Information shown:

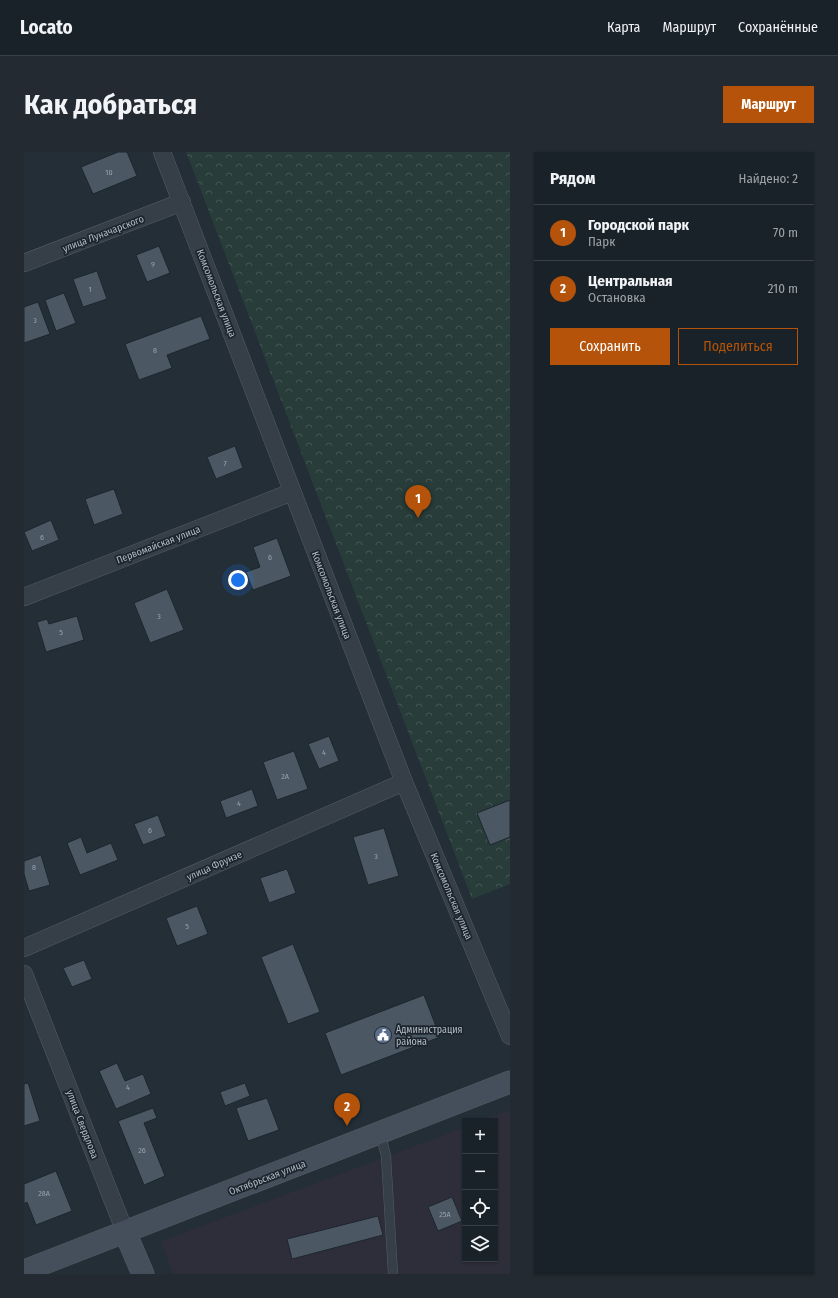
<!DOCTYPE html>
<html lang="ru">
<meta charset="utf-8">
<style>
body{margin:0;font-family:"Fira Sans Condensed",sans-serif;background:#232a31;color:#f1f3f6}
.controls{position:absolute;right:12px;bottom:12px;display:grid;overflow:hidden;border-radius:0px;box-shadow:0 1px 3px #0004}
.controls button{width:36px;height:36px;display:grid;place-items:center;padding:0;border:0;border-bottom:1px solid #383f46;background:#1a2229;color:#f1f3f6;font:20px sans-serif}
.you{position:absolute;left:214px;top:428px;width:14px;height:14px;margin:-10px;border:3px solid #fff;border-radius:50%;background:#1a73e8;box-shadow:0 0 0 6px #1a73e833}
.badge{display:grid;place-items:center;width:26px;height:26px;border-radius:50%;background:#b45309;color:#fff;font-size:13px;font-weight:700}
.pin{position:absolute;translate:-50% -33px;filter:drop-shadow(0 1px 2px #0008)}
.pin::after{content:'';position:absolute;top:21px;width:14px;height:12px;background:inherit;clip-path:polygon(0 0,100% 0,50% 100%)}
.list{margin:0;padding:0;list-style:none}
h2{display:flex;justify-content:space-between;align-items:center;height:52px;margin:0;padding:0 16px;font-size:17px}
h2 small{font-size:13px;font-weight:400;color:#9fa4a8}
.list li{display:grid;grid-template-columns:26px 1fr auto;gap:12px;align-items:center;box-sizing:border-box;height:56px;padding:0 16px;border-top:1px solid #383f46}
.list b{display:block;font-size:15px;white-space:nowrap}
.list p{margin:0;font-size:13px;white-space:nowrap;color:#9fa4a8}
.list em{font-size:13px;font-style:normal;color:#9fa4a8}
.actions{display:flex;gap:8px;padding:12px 16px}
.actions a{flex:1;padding:9px 0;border:1px solid #b45309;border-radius:0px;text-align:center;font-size:14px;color:#b45309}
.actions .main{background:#b45309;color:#fff}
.icon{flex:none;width:22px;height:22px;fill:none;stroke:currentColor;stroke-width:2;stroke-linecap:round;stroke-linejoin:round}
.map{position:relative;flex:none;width:486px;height:1122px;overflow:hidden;border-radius:0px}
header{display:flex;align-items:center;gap:24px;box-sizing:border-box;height:56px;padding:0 20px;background:#1a2229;border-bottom:1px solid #383f46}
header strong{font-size:19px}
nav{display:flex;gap:22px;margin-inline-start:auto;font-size:14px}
.intro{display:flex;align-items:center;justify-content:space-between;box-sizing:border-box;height:96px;padding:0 24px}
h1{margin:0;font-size:28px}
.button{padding:10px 18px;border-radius:0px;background:#b45309;color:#fff;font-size:14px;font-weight:700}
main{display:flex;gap:24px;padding:0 24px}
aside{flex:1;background:#1a2229;border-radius:0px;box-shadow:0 1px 3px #0004}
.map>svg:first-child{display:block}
</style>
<header>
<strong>Locato</strong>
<nav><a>Карта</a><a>Маршрут</a><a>Сохранённые</a></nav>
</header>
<div class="intro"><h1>Как добраться</h1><a class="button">Маршрут</a></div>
<main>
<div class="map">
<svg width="486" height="1122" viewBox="0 0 486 1122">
<defs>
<pattern id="park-crowns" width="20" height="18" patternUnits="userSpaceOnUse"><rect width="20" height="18" fill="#283c3a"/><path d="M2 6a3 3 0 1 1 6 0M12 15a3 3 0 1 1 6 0" fill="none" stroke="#455655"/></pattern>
</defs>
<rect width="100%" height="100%" fill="#232e37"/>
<polygon fill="#2e2e3a" points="486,958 486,1122 149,1122 137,1089 441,975 441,1107 471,1107 471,969 456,969"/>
<polygon fill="url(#park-crowns)" points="162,0 486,0 486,732 448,747"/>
<g fill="#4b5863" stroke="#1d262f">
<polygon points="94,0 103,0 113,24 69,42 57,15"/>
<polygon points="135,94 146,121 123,130 112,103"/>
<polygon points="73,119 83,147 59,155 49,127"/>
<polygon points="40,141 52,171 32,179 21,148"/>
<polygon points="14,150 26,182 0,191 0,155"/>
<polygon points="177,164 186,187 143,203 148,216 115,228 101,192"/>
<polygon points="211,294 219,316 192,327 183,305"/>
<polygon points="90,337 99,362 70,373 61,347"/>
<polygon points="27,368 35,388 8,399 0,380"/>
<polygon points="253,386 267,424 229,438 222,420 236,415 229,395"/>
<polygon points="143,437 160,478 126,491 110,451"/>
<polygon points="53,464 60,488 22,500 13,470 23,467 25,472"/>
<polygon points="305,584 315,609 295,617 284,592"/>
<polygon points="270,599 284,637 253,648 239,610"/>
<polygon points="228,637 234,654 202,666 196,649"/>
<polygon points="486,648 486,685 466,693 453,661"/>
<polygon points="134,663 142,684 119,693 110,672"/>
<polygon points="360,676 375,724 344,733 329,685"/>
<polygon points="57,685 63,701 87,691 94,708 56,723 43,691"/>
<polygon points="17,703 26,733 5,739 0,722 0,709"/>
<polygon points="263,717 272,741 245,751 236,726"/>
<polygon points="173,754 184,782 153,794 142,766"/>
<polygon points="269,792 296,860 264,872 237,805"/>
<polygon points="60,808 68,827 48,835 39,816"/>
<polygon points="400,843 416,885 317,923 301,881"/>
<polygon points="93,911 101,929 119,922 127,942 92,957 75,919"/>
<polygon points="4,931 16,969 0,974 0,932"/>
<polygon points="221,931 226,944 201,954 196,940"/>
<polygon points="243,946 255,978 224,989 212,956"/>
<polygon points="129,956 133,966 120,971 141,1024 120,1033 94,969"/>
<polygon points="32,1019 48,1059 12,1073 3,1050 0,1052 0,1032"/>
<polygon points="428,1045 438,1069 414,1079 404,1055"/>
<polygon points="354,1064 359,1083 268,1107 263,1087"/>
</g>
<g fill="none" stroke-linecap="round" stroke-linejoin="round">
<g stroke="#545d66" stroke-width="10">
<polyline id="lane" points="356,980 362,1004 369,1122"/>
</g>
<g stroke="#545d66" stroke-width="18">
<g id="street">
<polyline points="138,0 380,630 486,884"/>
<polyline points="0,111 158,50"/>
<polyline points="0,445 268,340"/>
<polyline points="0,796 380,630"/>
<polyline points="0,822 101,1080"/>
</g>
</g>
<g stroke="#545d66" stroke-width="23">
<g id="secondary">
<polyline points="101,1080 119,1122"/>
<polyline points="0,1119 486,930"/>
</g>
</g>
<use href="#lane" stroke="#363f48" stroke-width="9"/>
<use href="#street" stroke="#363f48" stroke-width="17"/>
<use href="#secondary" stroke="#444f5b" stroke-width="22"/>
</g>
<defs>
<g id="civic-disc" transform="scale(0.9)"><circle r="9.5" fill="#5c6f8a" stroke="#1c242d"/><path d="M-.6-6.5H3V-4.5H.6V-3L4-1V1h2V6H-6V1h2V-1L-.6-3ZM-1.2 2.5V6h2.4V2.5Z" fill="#fff"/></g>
</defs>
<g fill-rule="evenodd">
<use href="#civic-disc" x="359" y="883"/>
</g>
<g text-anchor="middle" stroke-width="3.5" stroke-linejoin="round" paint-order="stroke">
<g font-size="8" fill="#98a2ac">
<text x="85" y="23">10</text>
<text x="129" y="115">9</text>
<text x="66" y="140">1</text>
<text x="11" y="171">3</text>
<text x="131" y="201">8</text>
<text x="201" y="314">7</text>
<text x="18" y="388">6</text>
<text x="246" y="408">6</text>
<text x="135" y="467">3</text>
<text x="37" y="483">5</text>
<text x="300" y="603">4</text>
<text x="261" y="627">2А</text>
<text x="215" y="654">4</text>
<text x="126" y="681">6</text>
<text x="352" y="707">3</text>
<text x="10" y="718">8</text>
<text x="163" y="777">5</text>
<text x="104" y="938">4</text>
<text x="118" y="1001">26</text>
<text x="20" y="1044">28А</text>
<text x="421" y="1065">25А</text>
</g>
<g font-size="10" fill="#b1bac4" stroke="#1c242d">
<text transform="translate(79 81) rotate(-21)" y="4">улица Луначарского</text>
<text transform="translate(193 141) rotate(69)" y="4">Комсомольская улица</text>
<text transform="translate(134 392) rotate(-21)" y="4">Первомайская улица</text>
<text transform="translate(308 443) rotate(69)" y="4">Комсомольская улица</text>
<text transform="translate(190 713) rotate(-24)" y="4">улица Фрунзе</text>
<text transform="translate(428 744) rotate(67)" y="4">Комсомольская улица</text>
<text transform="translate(59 972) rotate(69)" y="4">улица Свердлова</text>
<text transform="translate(243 1025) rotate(-21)" y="4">Октябрьская улица</text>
</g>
<g font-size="10" fill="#b1bac4" stroke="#1c242d" text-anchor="start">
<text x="372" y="881">Администрация<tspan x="372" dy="12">района</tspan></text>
</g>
</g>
</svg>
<div class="controls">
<button>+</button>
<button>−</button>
<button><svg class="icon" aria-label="locate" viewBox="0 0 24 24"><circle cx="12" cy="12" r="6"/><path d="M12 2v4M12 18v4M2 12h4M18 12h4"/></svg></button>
<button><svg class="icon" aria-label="layers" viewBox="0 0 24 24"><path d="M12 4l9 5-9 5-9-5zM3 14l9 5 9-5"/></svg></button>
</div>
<div class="you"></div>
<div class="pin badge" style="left:394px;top:366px">1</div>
<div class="pin badge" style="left:323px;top:974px">2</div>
</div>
<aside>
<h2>Рядом<small>Найдено: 2</small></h2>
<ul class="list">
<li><span class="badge">1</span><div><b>Городской парк</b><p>Парк</p></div><em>70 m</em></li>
<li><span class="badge">2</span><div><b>Центральная</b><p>Остановка</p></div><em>210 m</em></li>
</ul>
<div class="actions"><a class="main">Сохранить</a><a>Поделиться</a></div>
</aside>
</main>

What the task asks: All lines containing "header" in the material above should appear in your reply, copied exactly.

Response:
header{display:flex;align-items:center;gap:24px;box-sizing:border-box;height:56px;padding:0 20px;background:#1a2229;border-bottom:1px solid #383f46}
header strong{font-size:19px}
<header>
</header>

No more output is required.